Ameliyat öncesi dönemlerde kimi hastalar gecede idrar için 3 kez uyanır ama daha sonra uykusuna devam eder. Ertesi güne, güzel ve keyifli bir uyku sonrası uyanır. Bir başka hasta da gece idrarını yapmak için bir kez kalkar ancak uykusu kaçar. Bir daha da uyuyamaz. Ertesi gün tüm performansı etkilenir. Şehir ve kırsalda yaşayanlar için de bu açıdan farklılıklar vardır. Şehirdeki düşünce, kırsaldaki vücut gücüyle çalışır. Vücut gücüyle çalışan kişi gece 5 kere de kalksa ertesi günkü işlerine rahatlıkla devam edebilir. Düşünce gücü ile çalışan kişinin dikkat dağınıklığı olduğu için gecede 2 ya da kez kalktığında uykusuz kalacağı için ertesi gün iş performansında ciddi sıkıntıları olacaktır."

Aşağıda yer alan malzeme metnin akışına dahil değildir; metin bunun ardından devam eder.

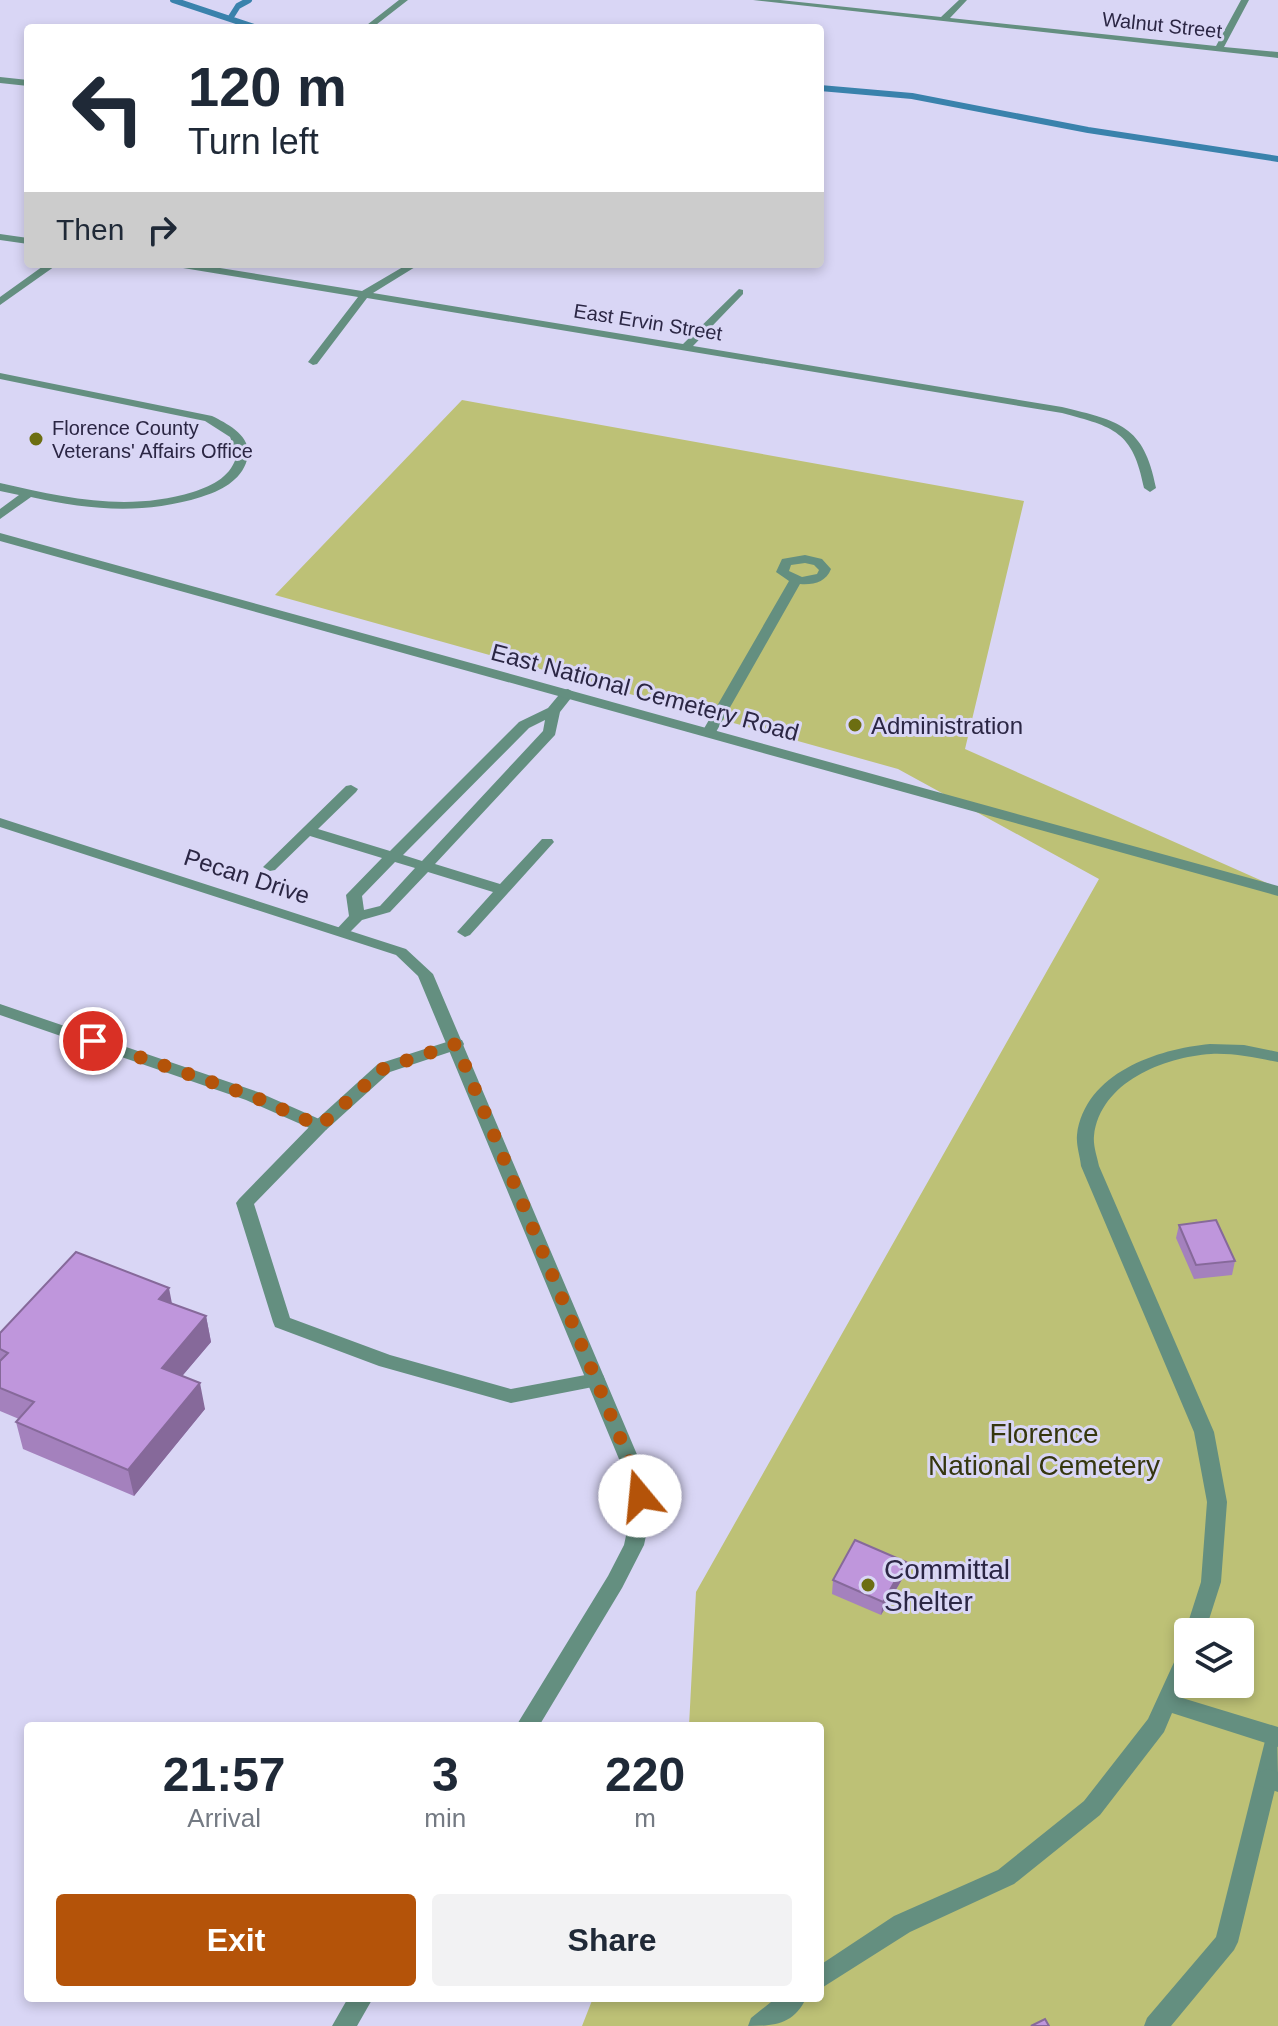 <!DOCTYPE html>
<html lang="en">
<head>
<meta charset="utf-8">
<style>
	:root { --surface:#fff; --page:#f2f2f3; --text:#1f2937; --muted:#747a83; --accent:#b45309 }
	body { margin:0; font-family:Arial,sans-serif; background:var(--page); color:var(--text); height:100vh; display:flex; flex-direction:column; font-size:30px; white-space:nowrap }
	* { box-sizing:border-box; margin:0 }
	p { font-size:26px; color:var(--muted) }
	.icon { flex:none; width:44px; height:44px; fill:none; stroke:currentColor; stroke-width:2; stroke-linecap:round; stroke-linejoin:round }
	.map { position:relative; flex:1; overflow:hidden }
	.drawer { position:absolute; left:24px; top:1722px; width:800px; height:280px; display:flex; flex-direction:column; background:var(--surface); border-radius:8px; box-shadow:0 4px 12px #0003 }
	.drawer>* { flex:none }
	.banner { position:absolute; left:24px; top:24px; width:800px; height:244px; border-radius:8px; box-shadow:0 4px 12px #0003; background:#fff; color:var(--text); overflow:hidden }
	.buttons { position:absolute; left:1174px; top:1618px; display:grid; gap:16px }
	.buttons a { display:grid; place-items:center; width:80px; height:80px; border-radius:8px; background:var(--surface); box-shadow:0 4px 12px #0003; font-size:40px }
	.pin { position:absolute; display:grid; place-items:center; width:68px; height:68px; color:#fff; margin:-34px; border:4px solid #fff; border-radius:50%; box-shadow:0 2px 8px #0007 }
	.me { position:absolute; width:88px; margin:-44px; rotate:343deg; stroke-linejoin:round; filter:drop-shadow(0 0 6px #0008) }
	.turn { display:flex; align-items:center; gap:28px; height:168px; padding:0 32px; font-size:36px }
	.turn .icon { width:104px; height:104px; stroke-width:2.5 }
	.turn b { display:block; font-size:56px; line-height:68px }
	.then { display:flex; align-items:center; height:76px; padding:0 32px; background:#0003; gap:16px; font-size:30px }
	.eta { display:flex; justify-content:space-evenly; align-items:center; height:136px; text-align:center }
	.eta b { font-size:48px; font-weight:700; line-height:56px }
	.cta { display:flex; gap:16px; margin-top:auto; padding:16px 32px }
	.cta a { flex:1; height:92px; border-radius:8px; background:var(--accent); color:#fff; font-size:32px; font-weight:700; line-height:92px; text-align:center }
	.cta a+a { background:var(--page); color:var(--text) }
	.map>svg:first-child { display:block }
	.green { fill:#bdc176; fill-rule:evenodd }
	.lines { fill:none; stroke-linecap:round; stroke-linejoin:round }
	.stream { stroke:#3a82ac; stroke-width:6 }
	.service { fill:#648f80; fill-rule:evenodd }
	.minor { fill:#648f80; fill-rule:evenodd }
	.tertiary { fill:#648f80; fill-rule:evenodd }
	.wall { fill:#a481bd }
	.shaded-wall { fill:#86699a }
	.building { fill:#bf96dc; stroke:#86699a; stroke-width:2 }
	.route { stroke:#b45309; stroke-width:14; stroke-dasharray:0 25.2 }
	.poi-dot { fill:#6c6e11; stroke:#d9d6f5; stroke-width:3 }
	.labels { text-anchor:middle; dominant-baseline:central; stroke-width:6; stroke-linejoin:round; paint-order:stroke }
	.far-street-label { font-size:20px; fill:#2b2644; stroke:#d9d6f5 }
	.far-poi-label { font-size:20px; fill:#2b2644; stroke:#d9d6f5; text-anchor:start }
	.street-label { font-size:24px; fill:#2b2644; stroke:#d9d6f5 }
	.poi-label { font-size:24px; fill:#2b2644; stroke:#d9d6f5; text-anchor:start }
	.near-park-label { font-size:28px; fill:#35360e; stroke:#d9d6f5 }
	.near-poi-label { font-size:28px; fill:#2b2644; stroke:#d9d6f5; text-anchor:start }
</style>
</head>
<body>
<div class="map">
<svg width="1278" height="2026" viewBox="0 0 1278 2026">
	<rect width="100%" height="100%" fill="#d9d6f5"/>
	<path class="green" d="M462,400L1024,501L965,749L1278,888V2026H582L593,1998H820V1726H689L696,1592L1099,879L898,769L275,595ZM1188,1632H1240V1684H1188Z"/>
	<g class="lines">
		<path class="stream" d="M173,0L257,28
			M231,17L238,6L249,0
			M820,88L912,96L1088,130L1278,159"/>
		<path class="service" d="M0,373L212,416C228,424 254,437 247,460C241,481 220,491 201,497C143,515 89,510 31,497L0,519V509L19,495L0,491V483C65,498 128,512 193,492C214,485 232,476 237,454L230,437L205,421L0,379Z
			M568,689L575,693L560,712L555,735L435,864L500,884L542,839H552L554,842L470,935L465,937L457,932L493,892L428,872L390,912L362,920L347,935L342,937L334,932L349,916L346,895L382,858L310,836L275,870L270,871L263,867L346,786L351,785L358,789L356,792L318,829L390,851L519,722L548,708L563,690ZM545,720L543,731L422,861L403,855L529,728ZM395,862L415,868L380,906L364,910L362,896Z
			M456,1039L462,1040L464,1044L462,1048L390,1072L326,1130L254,1204L290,1318L390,1355L511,1389L596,1373L603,1375L605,1380L603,1385L511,1403L379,1366L275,1327L273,1322L236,1203L239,1199L314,1122L378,1064Z
			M1277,1727L1278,1777L1238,1942L1234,1950L1171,2026H1144L1147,2018L1216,1937L1266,1737L1269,1730Z"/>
		<path class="minor" d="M399,0H408L372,28H363Z
			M753,0H780L941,17L959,0H967L950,18L1216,46L1241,0H1249L1224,47L1278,52V58Z
			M0,77L28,80V86L0,83Z
			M0,234L28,238V244L0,240Z
			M46,264H58L0,305V297Z
			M172,264H195L362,291L408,264H420L373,293L683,344L739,289L743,290V294L693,346L1062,407C1119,421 1144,425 1156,488L1150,492L1144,488C1133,431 1114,427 1062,413L367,298L317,364L313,365L308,362L358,297L177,267Z
			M805,555L822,559L831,569C826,582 814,585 800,584L716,732L709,736L704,735L702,732L789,581L776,572L782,559ZM805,563L814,565L819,570L817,574L802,577L789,571L791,565Z
			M0,818L406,949L433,974L644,1471L650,1496V1517L644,1545L622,1588L539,1726H516L608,1576L624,1545L630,1517V1496L624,1471L418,976L396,955L0,827Z
			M0,1004L258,1092L326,1122L328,1126L326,1130H314L246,1100L0,1015Z
			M1210,1044L1244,1045L1278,1052V1062C1256,1058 1234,1053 1211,1054C1164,1057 1100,1082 1094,1136C1093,1146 1097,1156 1099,1166L1214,1432L1227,1502L1221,1582L1205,1632H1188V1638L1185,1632L1201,1582L1207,1502L1194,1432L1081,1166C1080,1156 1076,1145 1077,1135C1085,1073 1157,1049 1210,1044Z
			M1188,1644V1677L1179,1697L1278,1727V1747L1172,1713L1164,1732L1100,1815L1014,1884L910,1932L820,1989V1965L894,1916L998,1870L1084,1801L1148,1719L1181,1647Z
			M1268,1769L1278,1772V1792L1260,1786L1257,1779L1260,1772Z
			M348,1998H373L357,2026H332Z
			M776,1998H806C794,2025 773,2026 748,2026L751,2018Z"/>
		<path class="tertiary" d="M0,533L1278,886V896L0,541Z"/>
	</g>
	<path class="wall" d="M1179,1225L1235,1261L1232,1275L1194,1279L1176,1238Z
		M172,1304L206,1316L211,1342L182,1376L205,1409L134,1496L23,1449L16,1422L19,1419L0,1411V1333Z
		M906,1562L904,1576L881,1615L832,1594L833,1580Z"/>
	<path class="shaded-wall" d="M169,1288L174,1314L159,1299Z
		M206,1316L211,1342L167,1394L162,1368Z
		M200,1383L205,1409L134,1496L128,1470Z
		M906,1562L904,1576L881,1615L883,1602Z"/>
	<path class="building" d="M1216,1220L1235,1261L1196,1265L1179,1225Z
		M76,1252L169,1288L159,1299L206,1316L162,1368L200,1383L128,1470L16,1422L34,1402L0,1388V1361L8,1353L0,1349V1333Z
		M855,1540L906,1562L883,1602L833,1580Z
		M1045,2019L1049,2026H1031Z"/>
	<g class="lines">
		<path class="route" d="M93,1041L252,1096L320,1126L384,1068L456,1044L634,1471L640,1496"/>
	</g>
	<g class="poi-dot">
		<circle cx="36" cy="439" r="8"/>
		<circle cx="855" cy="725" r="8"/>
		<circle cx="868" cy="1585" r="8"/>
	</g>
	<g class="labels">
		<g class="far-street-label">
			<text transform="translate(1162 25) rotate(6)">Walnut Street</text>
			<text transform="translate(648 322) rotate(9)">East Ervin Street</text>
		</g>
		<g class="far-poi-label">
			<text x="52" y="428">Florence County<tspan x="52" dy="23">Veterans' Affairs Office</tspan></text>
		</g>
		<g class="street-label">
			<text transform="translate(645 692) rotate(15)">East National Cemetery Road</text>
			<text transform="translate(247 876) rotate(18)">Pecan Drive</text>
		</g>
		<g class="poi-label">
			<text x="871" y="725">Administration</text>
		</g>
		<g class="near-park-label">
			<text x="1044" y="1433">Florence<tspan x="1044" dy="32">National Cemetery</tspan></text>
		</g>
		<g class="near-poi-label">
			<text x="884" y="1569">Committal<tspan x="884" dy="32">Shelter</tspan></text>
		</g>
	</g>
</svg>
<div class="buttons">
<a><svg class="icon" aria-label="layers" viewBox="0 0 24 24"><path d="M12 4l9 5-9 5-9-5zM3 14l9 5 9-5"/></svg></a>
</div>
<div class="pin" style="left:93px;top:1041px;background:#d93025"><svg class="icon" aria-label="arrive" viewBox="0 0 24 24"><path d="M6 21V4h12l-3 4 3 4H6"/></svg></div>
<svg class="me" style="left:640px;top:1496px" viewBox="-20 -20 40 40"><circle r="19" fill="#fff"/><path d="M0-13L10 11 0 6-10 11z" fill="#b45309"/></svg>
<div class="banner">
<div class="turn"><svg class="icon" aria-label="left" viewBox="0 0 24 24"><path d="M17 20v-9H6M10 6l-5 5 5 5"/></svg><div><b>120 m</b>Turn left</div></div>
<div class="then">Then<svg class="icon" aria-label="right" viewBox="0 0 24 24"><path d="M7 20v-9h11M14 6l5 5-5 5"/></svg></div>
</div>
<section class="drawer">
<div class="eta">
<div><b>21:57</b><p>Arrival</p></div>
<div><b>3</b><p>min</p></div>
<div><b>220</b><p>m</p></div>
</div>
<div class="cta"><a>Exit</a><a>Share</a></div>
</section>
</div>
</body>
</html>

Genç yaşta prostattaki mikroskobik büyüme durdurulamıyor mu?
"Bunu yapabilmek için erkeklik hormonunun tamamen önlenmesi gerekir. Büyüme ileri boyutta olduğu zaman da tıkayıcı olabilir. Prostatın ağırlığı genelde 60 yaşındaki bir hastada 40 gram, 80 yaşındaki hastada 80 gram oluyor. 80 gramlık prostat ile 60 gramlık veya 40 gramlık prostatın baskılayıcı özelliği farklıdır. 40 yaşındaki bir kişinin mesane kasındaki fonksiyonlar ile 60 veya 80 yaşındaki bir hastanın mesane kası fonksiyonları çok farklıdır. Mesane giderek yoruluyor ve bir de buna prostatın neden olduğu tıkayıcı faktörler ekleniyor. O nedenle 40 yaş ile 80 yaşta hastalık farklı belirtiler gösteriyor. 40 yaşında da çok büyük prostatlarla karşılaşıyoruz. Böyle hastalarda prostatın büyüklüğü tedavi edilmiyor. Prostattaki büyümenin kişinin işeme fonksiyonunu ve buna bağlı olan yaşam kalitesini ne kadar etkilediğini sorguluyoruz. Bizim için ilk planda prostatın büyüklüğü önemli değildir. Örneğin, 20 gramlık bir prostat büyüyerek 30 gram olduğunda, büyüme o kadar asimetrik olabilir ki, sanki kapak ya da valv gibi mesaneyi kapatabilir. Bu da hastada inanılmaz şikayetlere yol açar. Diğer yandan, 120 gramlık prostatı olan bir hastada da idrar yolunda herhangi bir baskı olmayabilir, idrar kanalını tıkamayacak nitelikte dışa doğru büyümüştür. Hastada hiçbir şikayet yapmaz ya da yaptığı şikayetler kişinin yaşam kliatesini etkilemez. Burada amaç, prostatın büyüklüğünü tedavi etmek değil. Prostat ne kadar büyümüş, nasıl büyümüş, ne gibi şikayetlere yol açıyor ve bu şikayetler kişinin yaşam kalitesini ne kadar etkiliyor gibi kriterlere önem veriyoruz. Hastaya uygulanacak ameliyat tekniği de çok önemli. Hangi tekniğin hastaya en fazla yarar vereceğine karar vererek uygulama yapmak gerekiyor."